/KAN-CL-ViT

Continual Learning with KAN based ViT to mitigate catastrophic forgetting

Primary LanguagePythonMIT LicenseMIT

Investigating the Strengths and Limitations of KAN in Continual Learning

Description

This project investigates the performance of different variants of Kolmogorov-Arnold Networks (KAN) [1] for image classification tasks in a continual learning setting. We conducted two sets of experiments: one using standalone Multi-Layer Perceptrons (MLPs) and KAN variants, and another integrating KAN into the Vision Transformer (ViT) [2] architecture.

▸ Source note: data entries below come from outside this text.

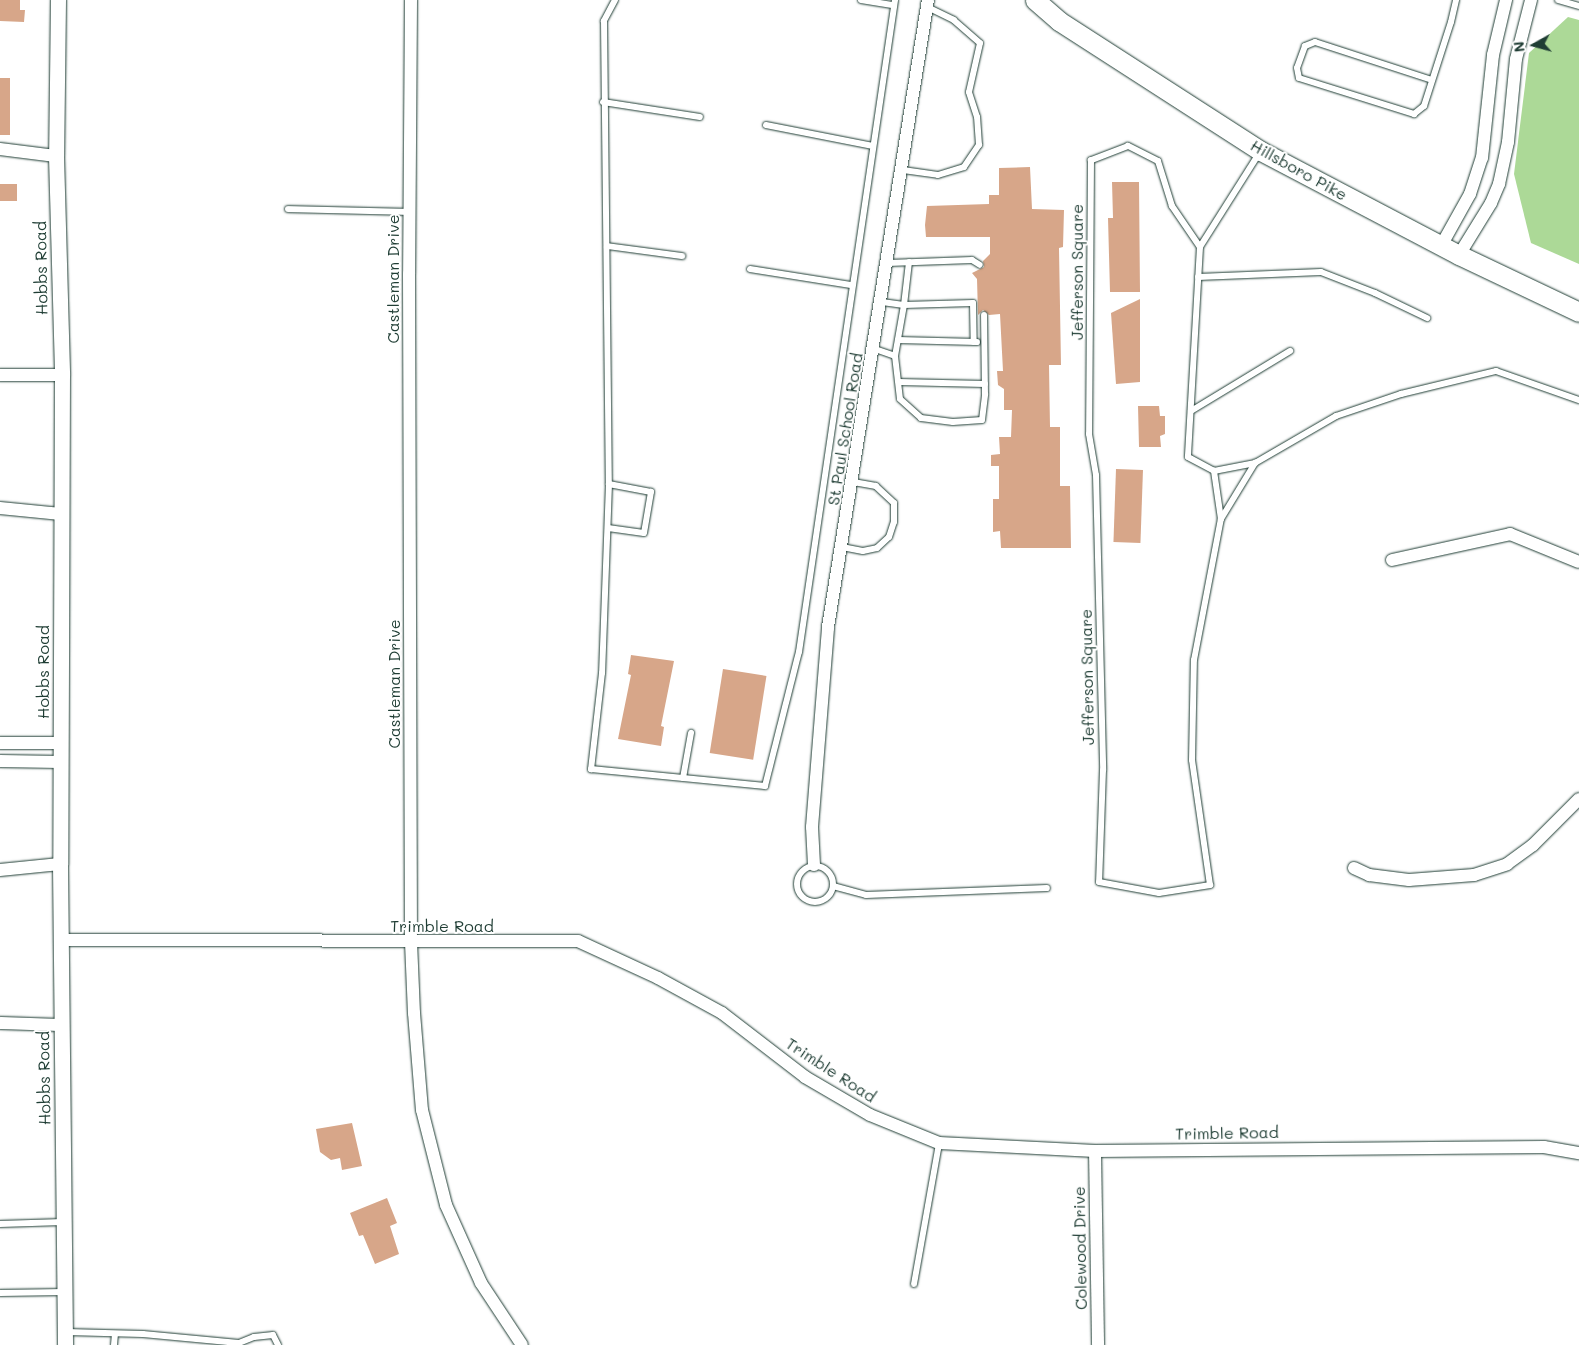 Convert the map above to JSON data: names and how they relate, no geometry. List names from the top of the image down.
{
  "streets": {
    "main road": ["Hillsboro Pike"],
    "street": [
      "Hobbs Road",
      "Castleman Drive",
      "St Paul School Road",
      "Trimble Road",
      "Colewood Drive"
    ],
    "lane": ["Jefferson Square"]
  },
  "crossings": [
    ["Hobbs Road", "Trimble Road"],
    ["Castleman Drive", "Trimble Road"],
    ["Trimble Road", "Colewood Drive"]
  ],
  "north": "left"
} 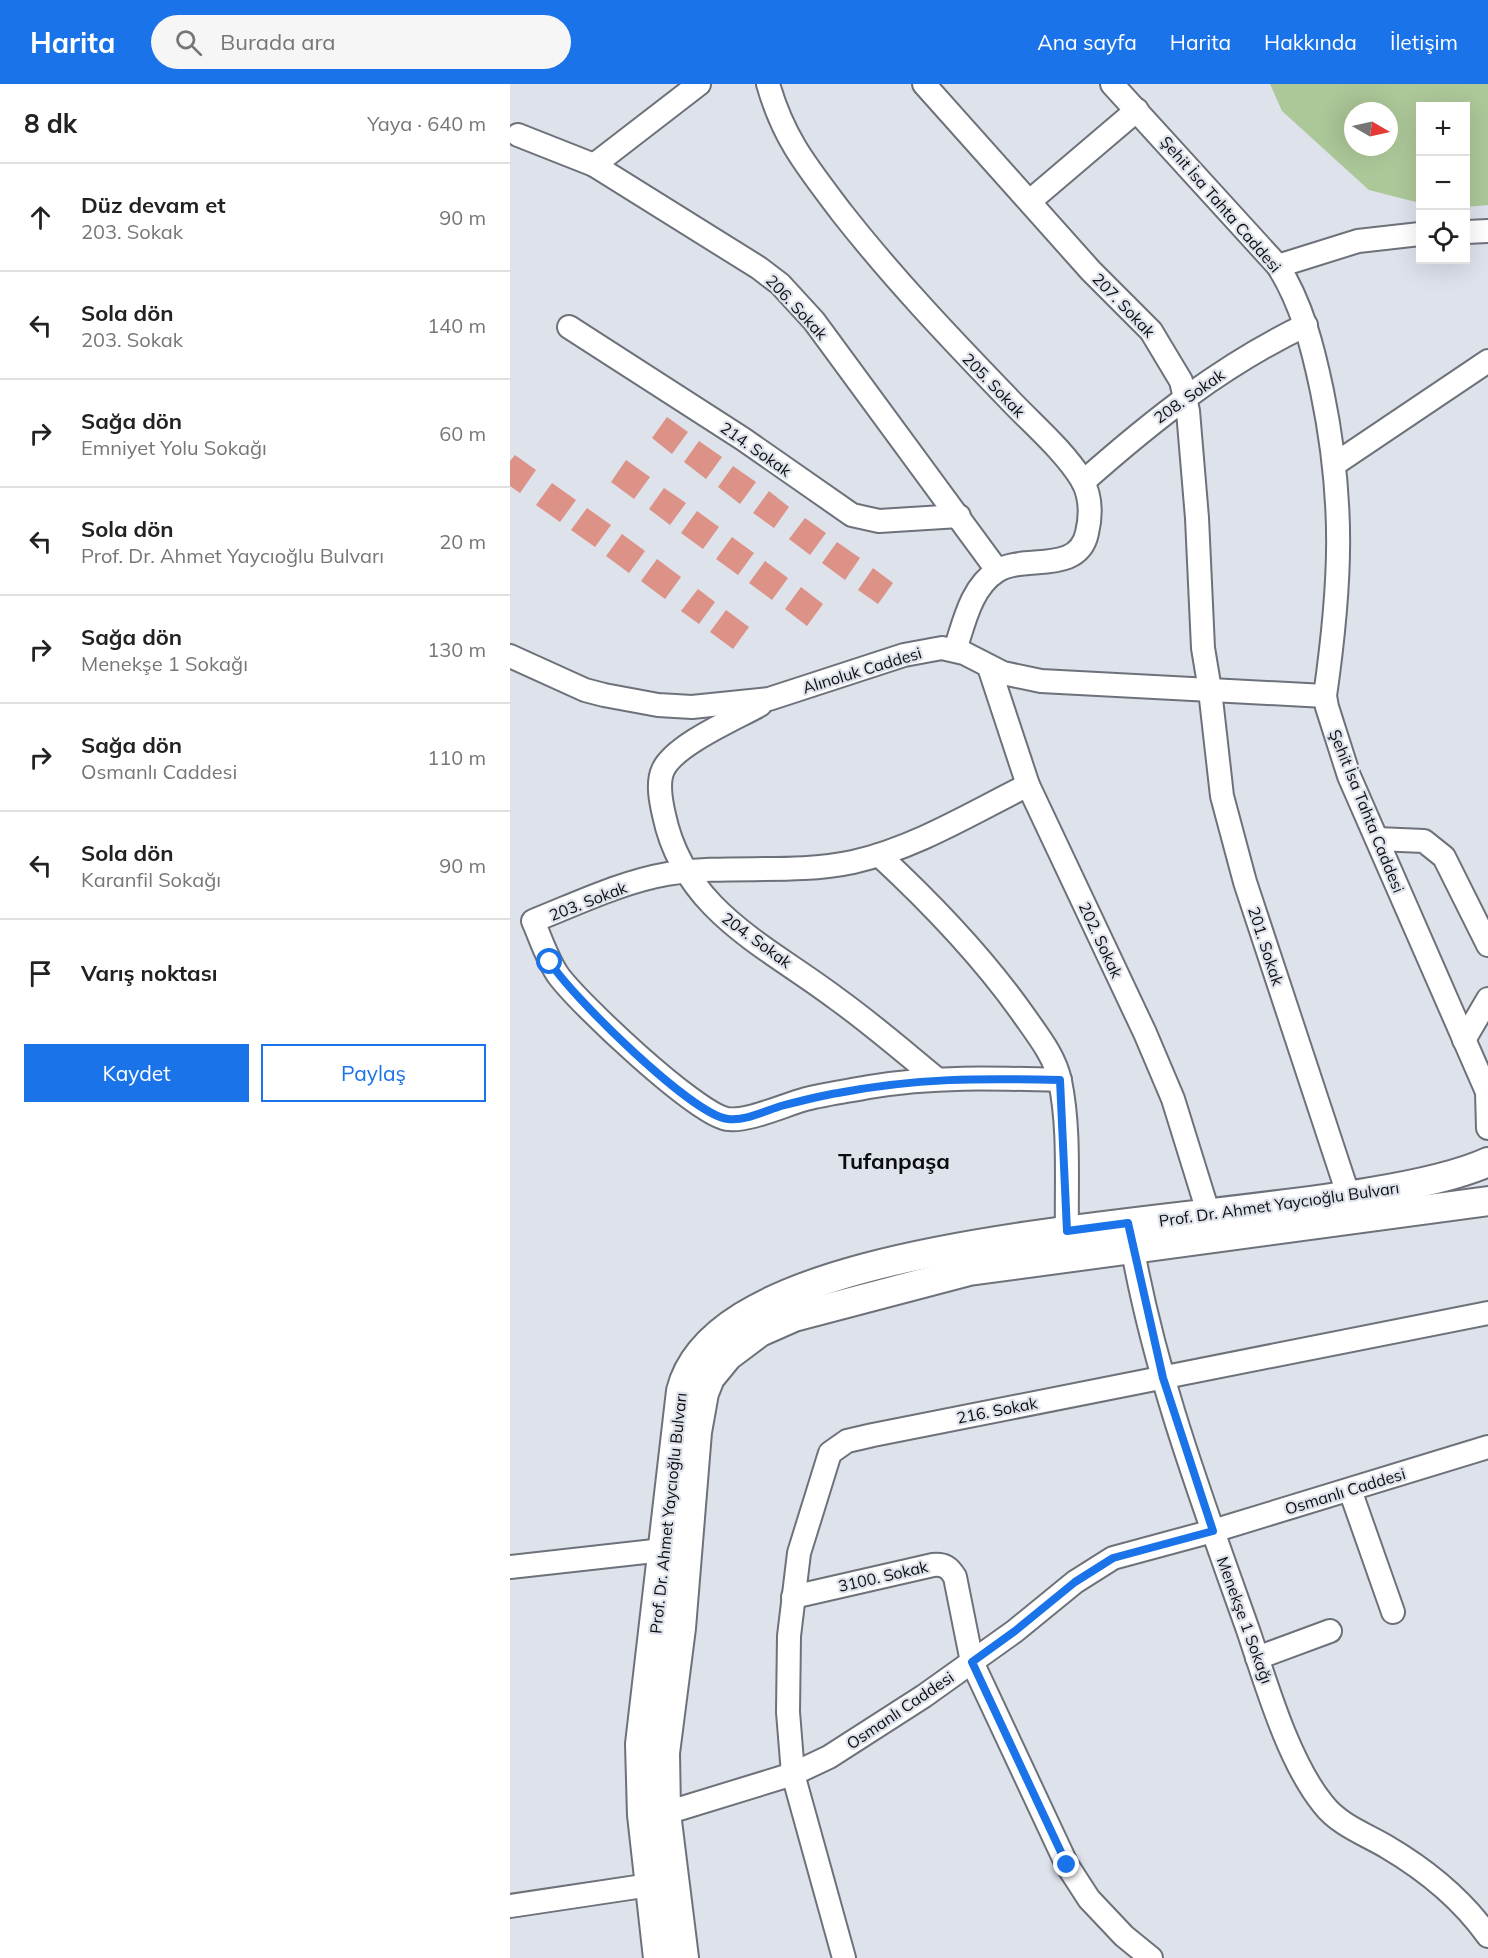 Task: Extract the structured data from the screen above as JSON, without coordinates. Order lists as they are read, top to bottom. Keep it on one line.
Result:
{"streets":{"main road":["Prof. Dr. Ahmet Yaycıoğlu Bulvarı"],"street":["Şehit İsa Tahta Caddesi","207. Sokak","206. Sokak","205. Sokak","208. Sokak","214. Sokak","Alınoluk Caddesi","203. Sokak","204. Sokak","202. Sokak","201. Sokak","216. Sokak","Osmanlı Caddesi","3100. Sokak","Menekşe 1 Sokağı"]},"crossings":[["Şehit İsa Tahta Caddesi","208. Sokak"],["Şehit İsa Tahta Caddesi","Alınoluk Caddesi"],["207. Sokak","208. Sokak"],["207. Sokak","Alınoluk Caddesi"],["207. Sokak","201. Sokak"],["206. Sokak","205. Sokak"],["206. Sokak","214. Sokak"],["205. Sokak","208. Sokak"],["Alınoluk Caddesi","204. Sokak"],["Alınoluk Caddesi","202. Sokak"],["Alınoluk Caddesi","201. Sokak"],["203. Sokak","204. Sokak"],["203. Sokak","202. Sokak"],["202. Sokak","Prof. Dr. Ahmet Yaycıoğlu Bulvarı"],["201. Sokak","Prof. Dr. Ahmet Yaycıoğlu Bulvarı"],["Prof. Dr. Ahmet Yaycıoğlu Bulvarı","Osmanlı Caddesi"],["Prof. Dr. Ahmet Yaycıoğlu Bulvarı","Menekşe 1 Sokağı"],["216. Sokak","Osmanlı Caddesi"],["216. Sokak","3100. Sokak"],["216. Sokak","Menekşe 1 Sokağı"],["Osmanlı Caddesi","3100. Sokak"],["Osmanlı Caddesi","Menekşe 1 Sokağı"]],"districts":["Tufanpaşa"],"north":"right","page":{"header":"Harita","search":"Burada ara","nav":["Ana sayfa","Harita","Hakkında","İletişim"],"heading":["8 dk","Yaya · 640 m"],"map_buttons":["+","−"],"list":[["Düz devam et","203. Sokak","90 m"],["Sola dön","203. Sokak","140 m"],["Sağa dön","Emniyet Yolu Sokağı","60 m"],["Sola dön","Prof. Dr. Ahmet Yaycıoğlu Bulvarı","20 m"],["Sağa dön","Menekşe 1 Sokağı","130 m"],["Sağa dön","Osmanlı Caddesi","110 m"],["Sola dön","Karanfil Sokağı","90 m"],"Varış noktası"],"buttons":["Kaydet","Paylaş"]}} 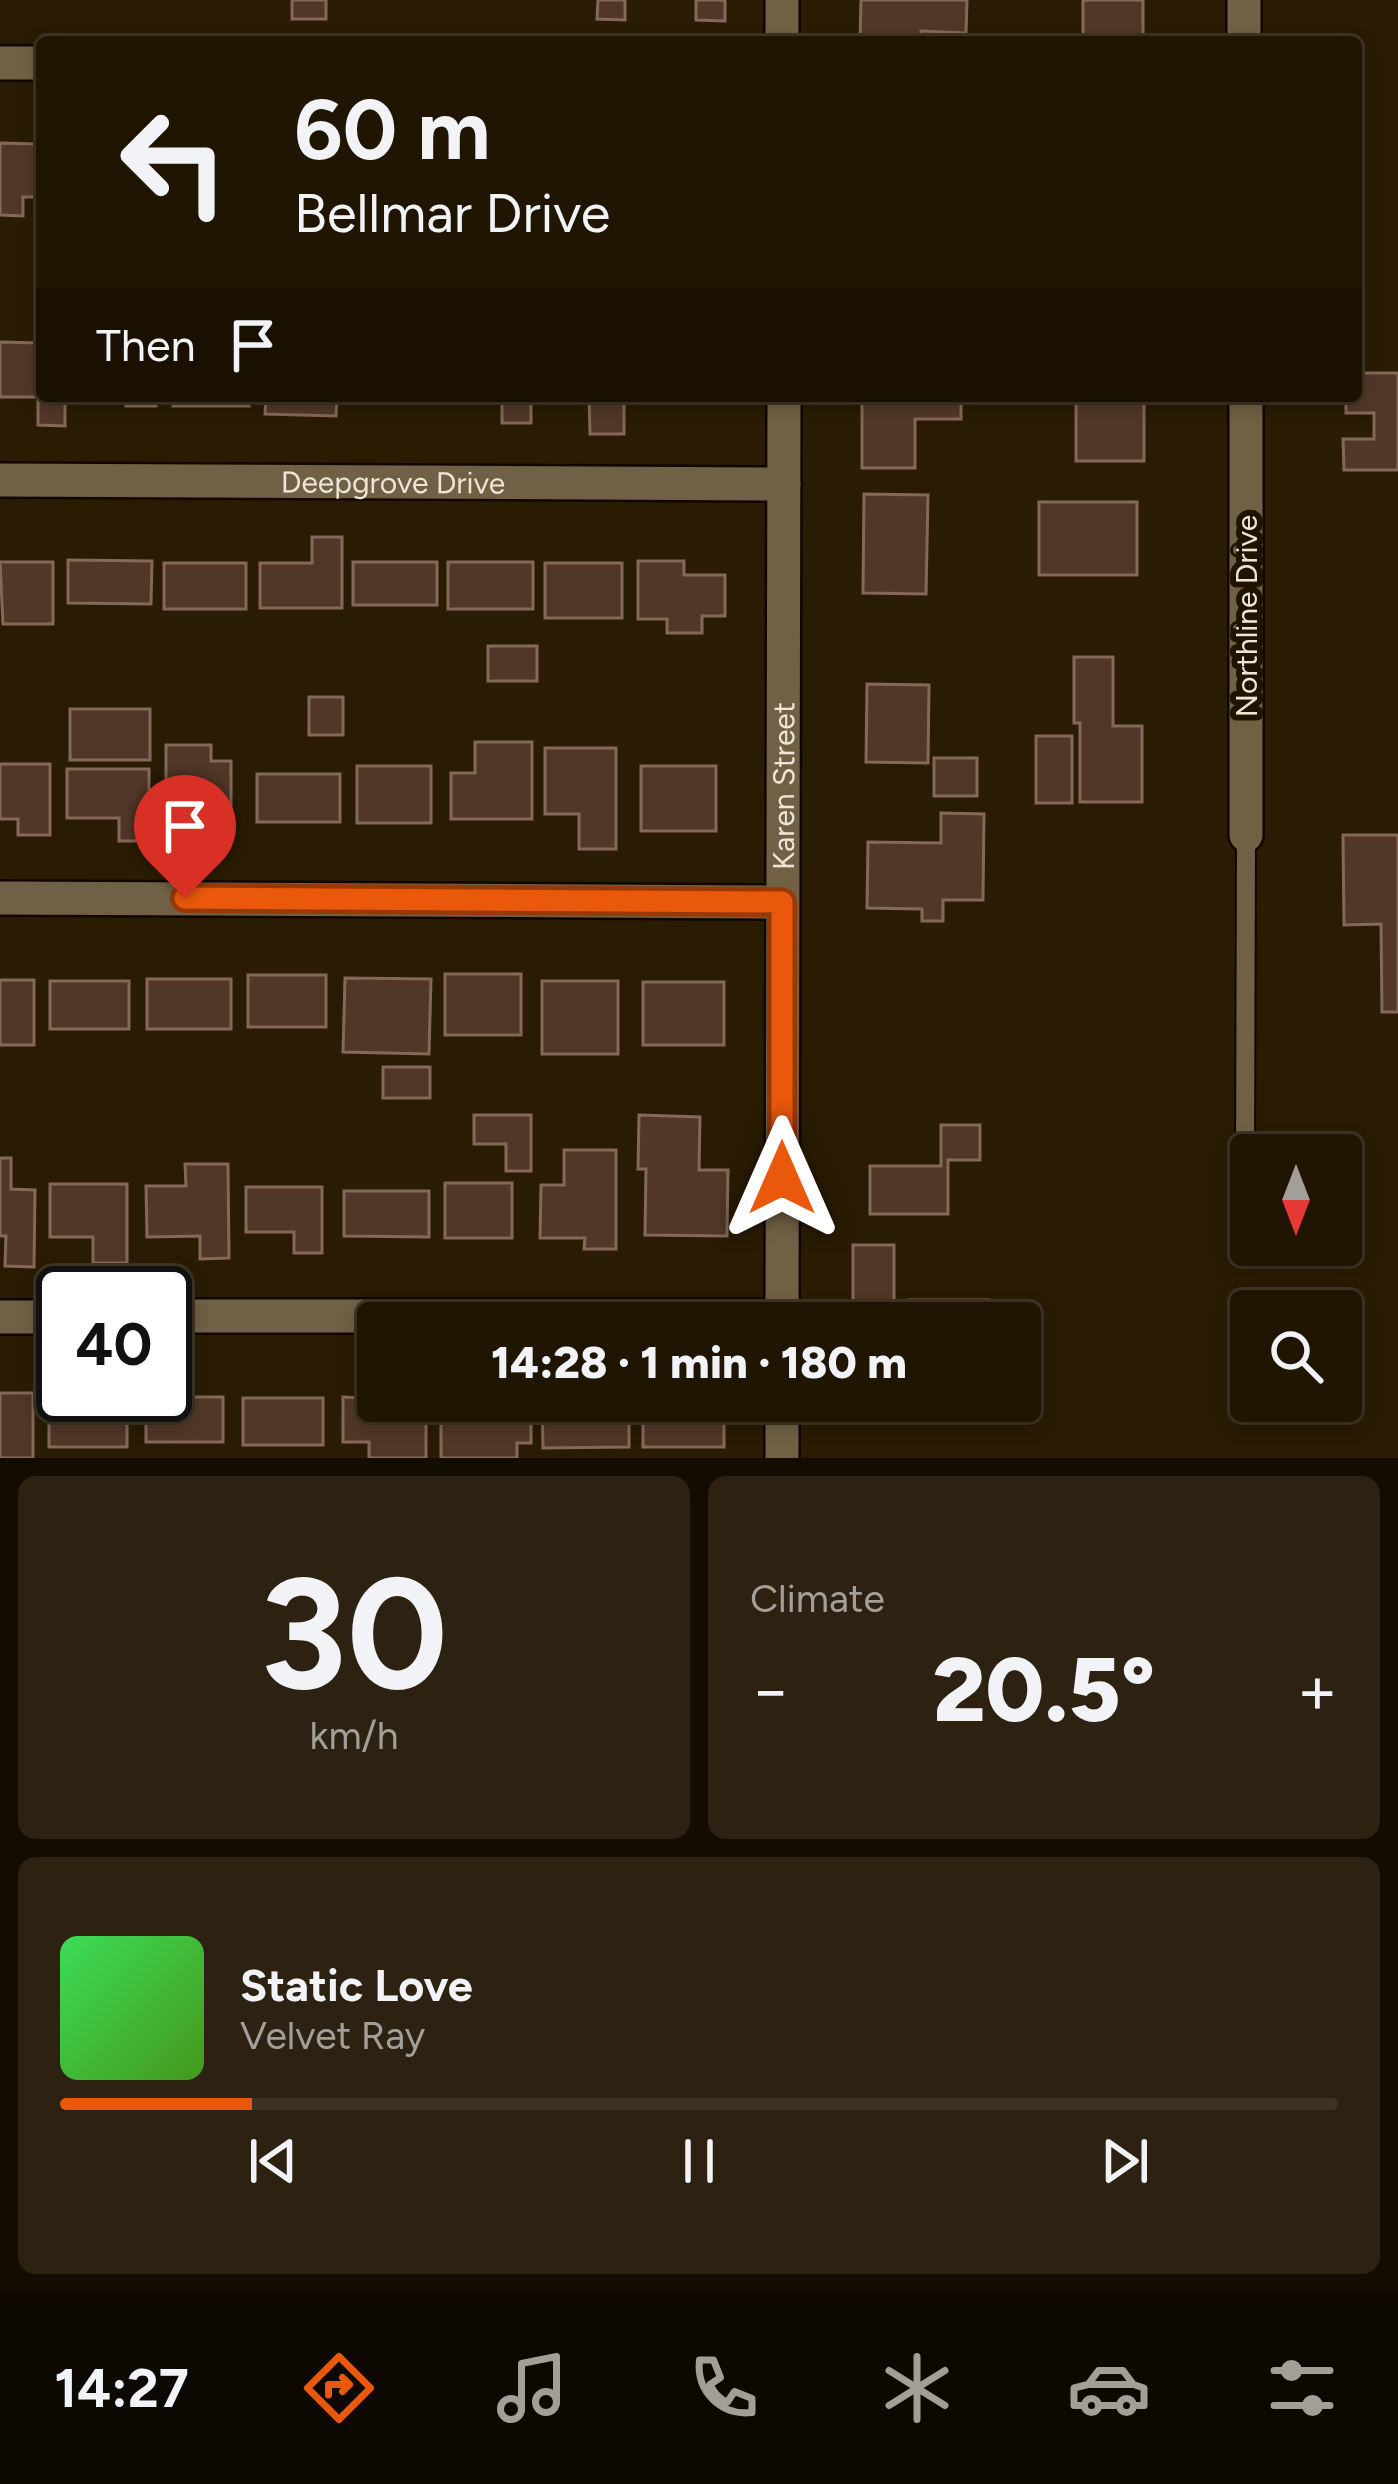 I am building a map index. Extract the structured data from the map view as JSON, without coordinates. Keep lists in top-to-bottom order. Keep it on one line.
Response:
{"streets":{"street":["Deepgrove Drive","Northline Drive","Karen Street"]},"crossings":[["Deepgrove Drive","Karen Street"]],"north":"bottom","page":{"turn":["60 m","Bellmar Drive"],"then":"Then","limit":"40","trip":"14:28 · 1 min · 180 m","tile":[["30","km/h"],"Climate"],"heat":["−","20.5°","+"],"song":["Static Love","Velvet Ray"],"tabs":"14:27"}}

The experiments were carried out on the MNIST and CIFAR100 datasets, which were divided into multiple tasks to simulate a continual learning scenario. The datasets were split as follows:

MNIST Experiments (MLP and KAN)

  • Total Classes: 10
  • Number of Tasks: 5
  • Classes per Task: 2
  • Epochs for Task 1: 7
  • Epochs for Remaining Tasks: 5

CIFAR100 Experiments (ViT with MLP and KAN)

  • Total Classes: 100
  • Number of Tasks: 10
  • Classes per Task: 10
  • Epochs for Task 1: 25
  • Epochs for Remaining Tasks: 10

The primary objective was to investigate the strengths and limitations of KAN in a continual learning setting, where the model must learn new tasks while retaining knowledge from previously learned tasks. By comparing the performance of KAN variants with traditional MLPs and integrating KAN into the ViT architecture, we aimed to gain insights into the potential advantages and drawbacks of using KAN for continual learning tasks.


Key Findings

Here are the findings of our project:

  • In the case of standalone MLP and KAN experiments, the KAN model demonstrates superior performance on the CL task and shows better resistance to forgetting the previous knowledge while learning the new task.
  • While for the KAN-ViT, there was a slight improvement in the overall average incremental accuracy, especially in the early incremental stages, however, in later stages, the performance of both the MLP and KAN-ViT remains the same, as demonstrated by the below graph

Performance Graph


Setup

Install the requirements

pip install requirements.txt

and if in case there is still an issue installing the cudatoolkit and GPU version, then refer to the site Pytorch or you can use the below commands for installing the Pytorch along with cudatoolkit

  • Linux / Window

    pip3 install torch torchvision torchaudio --index-url https://download.pytorch.org/whl/cu118
  • Mac

    pip3 install torch torchvision torchaudio

After the installation, use the below scripts for running the specific version of the code:

  • Use the below script for running the base version of the MLP and KAN
python KAN_vs_MLP.py
  • Use the below script for running the base version of the MLP and KAN with CNN layers
python cnn_KAN.py
  • Use the below script for running the standalone MLP and KAN for class-based CL
python CL_KAN_vs_MLP.py
  • Use the below script for running the ViT-based MLP and KAN architectures for class-based CL
python CL_ViT_MLP_vs_KAN.py

Future Work

Based on the findings and observations from this project, several potential future directions and improvements can be explored:

  • Running the experiments across more complex datasets to further evaluate the performance and scalability of KAN in continual learning scenarios.
  • Building on top of the base implementation of KAN and introducing replay mechanisms to further minimize the impacts of forgetting and improve incremental learning capabilities.
  • Experimenting with various parameter regularization techniques to build on the promise of KANs to mitigate catastrophic forgetting.
  • Using proper scheduling strategies to ensure consistent learning across all incremental stages.
  • CL and incremental learning can be further improved by selectively updating and masking the activations and neurons to mitigate catastrophic forgetting.

By exploring these avenues, researchers can potentially unlock the full potential of KAN for continual learning tasks and contribute to the advancement of this field.


References

[1] Liu, Ziming, et al. "Kan: Kolmogorov-arnold networks." arXiv preprint arXiv:2404.19756 (2024).
[2] Dosovitskiy, Alexey, et al. "An image is worth 16x16 words: Transformers for image recognition at scale." arXiv preprint arXiv:2010.11929 (2020).